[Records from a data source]
>>

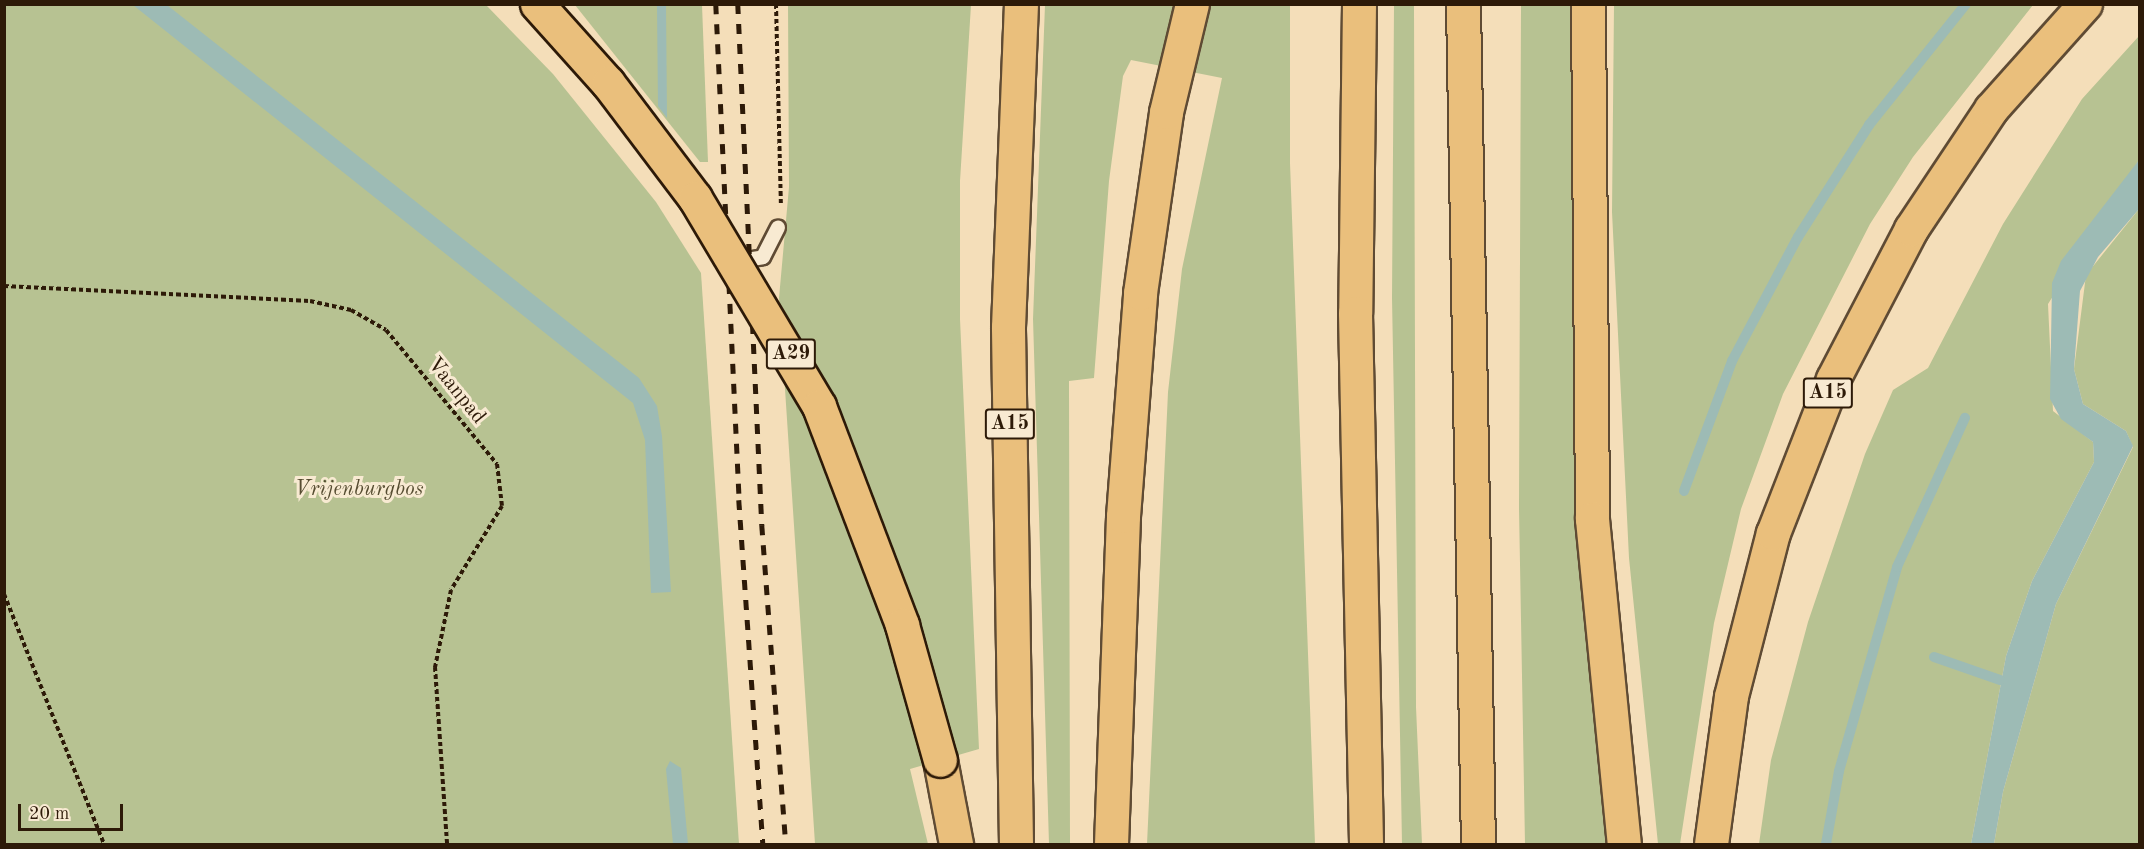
<!DOCTYPE html>
<html>
<head>
<meta charset="utf-8">
<style>
	body { margin:0 }
	#map { position:relative; width:2144px; height:849px; overflow:hidden; background:#f4deb9; font-family:"Old Standard TT",serif }
	div>[style] { position:absolute }
	[style*='--x'] { left:calc(var(--x)*1px); top:calc(var(--y)*1px); width:calc(var(--w)*1px); rotate:calc(var(--a)*1deg) }
	.green>* { inset:0; background:#b7c292 }
	.water>* { inset:0; background:#9dbbb5 }
	.stream>* { height:10px; margin:-5px; padding:0 5px; transform-origin:5px; border-radius:5px; background:#9dbbb5 }
	.path>* { height:4px; margin-top:-2px; transform-origin:0; background:repeating-linear-gradient(90deg,#2d1a08 0 4.5px,transparent 0 7.5px) }
	.roads { filter:drop-shadow(2px 0 #5f4b34) drop-shadow(-2px 0 #5f4b34) drop-shadow(0 2px #5f4b34) drop-shadow(0 -2px #5f4b34) }
	.service>* { height:14px; margin:-7px; padding:0 7px; transform-origin:7px; border-radius:7px; background:#f8ead2 }
	.motorway>* { height:33px; margin:-16.5px; padding:0 16.5px; transform-origin:16.5px; border-radius:16.5px; background:#eabf7c }
	.rail>* { height:4.5px; margin-top:-2.25px; transform-origin:0; background:repeating-linear-gradient(90deg,#2d1a08 0 10px,transparent 0 20px) }
	.bridges { filter:drop-shadow(2px 0 #2d1a08) drop-shadow(-2px 0 #2d1a08) drop-shadow(0 2px #2d1a08) drop-shadow(0 -2px #2d1a08) }
	.motorway-bridge>* { height:33px; margin:-16.5px; padding:0 16.5px; transform-origin:16.5px; border-radius:16.5px; background:#eabf7c }
	span { translate:-50% -50%; white-space:nowrap; text-align:center; line-height:1.15; -webkit-text-stroke:6px #f8ead2; paint-order:stroke }
	.shield-label span { padding:2px 4px; background:#f8ead2; border:2px solid; border-radius:4px; -webkit-text-stroke-width:0 }
	.shield-label { font-size:20px; color:#2d1a08; font-weight:700 }
	.street-label { font-size:21px; color:#2d1a08 }
	.park-label { font-size:21px; color:#564c31; font-style:italic }
	.frame { position:absolute; inset:0; border:6px solid #2d1a08; pointer-events:none }
	.scale { position:absolute; left:18px; top:804px; width:105px; height:27px; box-sizing:border-box; border:3px solid #2d1a08; border-top:0; padding-left:8px; font-size:18px; line-height:21px; white-space:nowrap; color:#2d1a08; -webkit-text-stroke:4px #f8ead2; paint-order:stroke }
</style>
</head>
<body>
<div id="map">
	<div class="green">
		<div style="clip-path:polygon(4px 5px,486px 5px,553px 74px,656px 202px,701px 273px,739px 844px,5px 844px)"></div>
		<div style="clip-path:polygon(575px 5px,702px 5px,708px 162px,700px 162px)"></div>
		<div style="clip-path:polygon(788px 5px,971px 5px,960px 181px,960px 319px,979px 749px,910px 769px,928px 844px,815px 844px,779px 298px,789px 187px)"></div>
		<div style="clip-path:polygon(1045px 5px,1290px 5px,1290px 163px,1315px 844px,1147px 844px,1168px 392px,1182px 269px,1222px 78px,1131px 60px,1123px 76px,1109px 181px,1094px 378px,1069px 381px,1070px 844px,1049px 844px,1033px 319px)"></div>
		<div style="clip-path:polygon(1394px 5px,1414px 5px,1416px 707px,1422px 844px,1402px 844px,1392px 298px)"></div>
		<div style="clip-path:polygon(1521px 5px,1570px 5px,1577px 464px,1610px 844px,1525px 844px,1519px 508px)"></div>
		<div style="clip-path:polygon(1614px 5px,2033px 5px,1913px 157px,1870px 224px,1783px 394px,1741px 509px,1714px 623px,1680px 844px,1658px 844px,1629px 558px,1612px 212px)"></div>
		<div style="clip-path:polygon(2139px 36px,2139px 160px,2048px 304px,2053px 411px,2093px 442px,2094px 462px,2032px 581px,2006px 656px,1971px 844px,1759px 844px,1771px 760px,1808px 622px,1865px 454px,1893px 390px,1928px 368px,2003px 224px,2082px 99px)"></div>
		<div style="clip-path:polygon(2139px 209px,2139px 844px,1994px 844px,2003px 792px,2056px 604px,2133px 447px,2126px 431px,2083px 404px,2074px 369px,2086px 275px)"></div>
	</div>
	<div class="water">
		<div style="clip-path:polygon(133px 5px,167px 5px,639px 378px,657px 406px,662px 436px,671px 592px,651px 593px,645px 440px,633px 403px)"></div>
		<div style="clip-path:polygon(657px 5px,666px 5px,667px 118px,658px 106px)"></div>
		<div style="clip-path:polygon(2139px 160px,2139px 209px,2098px 257px,2080px 291px,2074px 369px,2083px 404px,2126px 431px,2133px 446px,2056px 604px,2003px 792px,1994px 844px,1971px 844px,2006px 656px,2032px 581px,2094px 462px,2093px 442px,2061px 419px,2050px 399px,2052px 283px,2061px 261px)"></div>
		<div style="clip-path:polygon(670px 761px,681px 768px,688px 844px,673px 844px,666px 769px)"></div>
	</div>
	<div class="stream">
		<div style="--x:1684;--y:491;--w:139;--a:-69.7"></div>
		<div style="--x:1732;--y:361;--w:140;--a:-62"></div>
		<div style="--x:1798;--y:237;--w:133;--a:-57.6"></div>
		<div style="--x:1869;--y:125;--w:155;--a:-51.3"></div>
		<div style="--x:1934;--y:657;--w:70;--a:19.2"></div>
		<div style="--x:1826;--y:844;--w:74;--a:-79.9"></div>
		<div style="--x:1839;--y:771;--w:212;--a:-74.1"></div>
		<div style="--x:1897;--y:567;--w:164;--a:-65.5"></div>
	</div>
	<div class="path">
		<div style="--x:776;--y:4;--w:201;--a:88.6"></div>
		<div style="--x:4;--y:286;--w:306;--a:2.8"></div>
		<div style="--x:310;--y:301;--w:42;--a:12.4"></div>
		<div style="--x:351;--y:310;--w:40;--a:29.7"></div>
		<div style="--x:386;--y:330;--w:174;--a:50.4"></div>
		<div style="--x:497;--y:464;--w:42;--a:83.2"></div>
		<div style="--x:502;--y:506;--w:98;--a:121.3"></div>
		<div style="--x:451;--y:590;--w:79;--a:101.7"></div>
		<div style="--x:435;--y:667;--w:177;--a:86.1"></div>
		<div style="--x:4;--y:594;--w:269;--a:68.2"></div>
	</div>
	<div class="roads">
		<div class="service">
			<div style="--x:733;--y:262;--w:30;--a:-9"></div>
			<div style="--x:763;--y:257;--w:33;--a:-63"></div>
		</div>
		<div class="motorway">
			<div style="--x:1359;--y:4;--w:309;--a:90.7"></div>
			<div style="--x:1355;--y:313;--w:531;--a:88.81"></div>
			<div style="--x:1463;--y:4;--w:840;--a:88.98"></div>
			<div style="--x:1588;--y:4;--w:515;--a:89.55"></div>
			<div style="--x:1592;--y:519;--w:327;--a:84.4"></div>
			<div style="--x:940;--y:760;--w:86;--a:79.2"></div>
			<div style="--x:1016;--y:844;--w:517;--a:-90.89"></div>
			<div style="--x:1008;--y:327;--w:323;--a:-87.7"></div>
			<div style="--x:1111;--y:844;--w:328;--a:-87.9"></div>
			<div style="--x:1123;--y:516;--w:224;--a:-85.6"></div>
			<div style="--x:1140;--y:293;--w:183;--a:-81.8"></div>
			<div style="--x:1166;--y:112;--w:111;--a:-76.5"></div>
			<div style="--x:1711;--y:844;--w:149;--a:-82.3"></div>
			<div style="--x:1731;--y:696;--w:168;--a:-75.6"></div>
			<div style="--x:1773;--y:533;--w:165;--a:-68.7"></div>
			<div style="--x:1833;--y:379;--w:169;--a:-62.5"></div>
			<div style="--x:1911;--y:229;--w:144;--a:-56.3"></div>
			<div style="--x:1991;--y:109;--w:141;--a:-48.2"></div>
		</div>
	</div>
	<div class="rail">
		<div style="--x:716;--y:4;--w:497;--a:87.3"></div>
		<div style="--x:739;--y:500;--w:345;--a:86"></div>
		<div style="--x:738;--y:4;--w:522;--a:87.36"></div>
		<div style="--x:762;--y:525;--w:320;--a:85.7"></div>
	</div>
	<div class="bridges">
		<div class="motorway-bridge">
			<div style="--x:537;--y:4;--w:106;--a:48.1"></div>
			<div style="--x:608;--y:83;--w:144;--a:52.9"></div>
			<div style="--x:695;--y:198;--w:242;--a:59.2"></div>
			<div style="--x:819;--y:406;--w:234;--a:69.2"></div>
			<div style="--x:902;--y:625;--w:140;--a:74.3"></div>
		</div>
	</div>
	<div class="shield-label">
		<span style="left:791px;top:354px">A29</span>
		<span style="left:1828px;top:393px">A15</span>
		<span style="left:1010px;top:424px">A15</span>
	</div>
	<div class="street-label">
		<span style="left:456px;top:391px;rotate:51deg">Vaanpad</span>
	</div>
	<div class="park-label">
		<span style="left:359px;top:490px">Vrijenburgbos</span>
	</div>
	<div class="frame"></div>
	<div class="scale">20 m</div>
</div>
</body>
</html>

<<

Exercise details
What is needed is a single figure, the number of lines in the entries above that contain "transform".

Task solution
6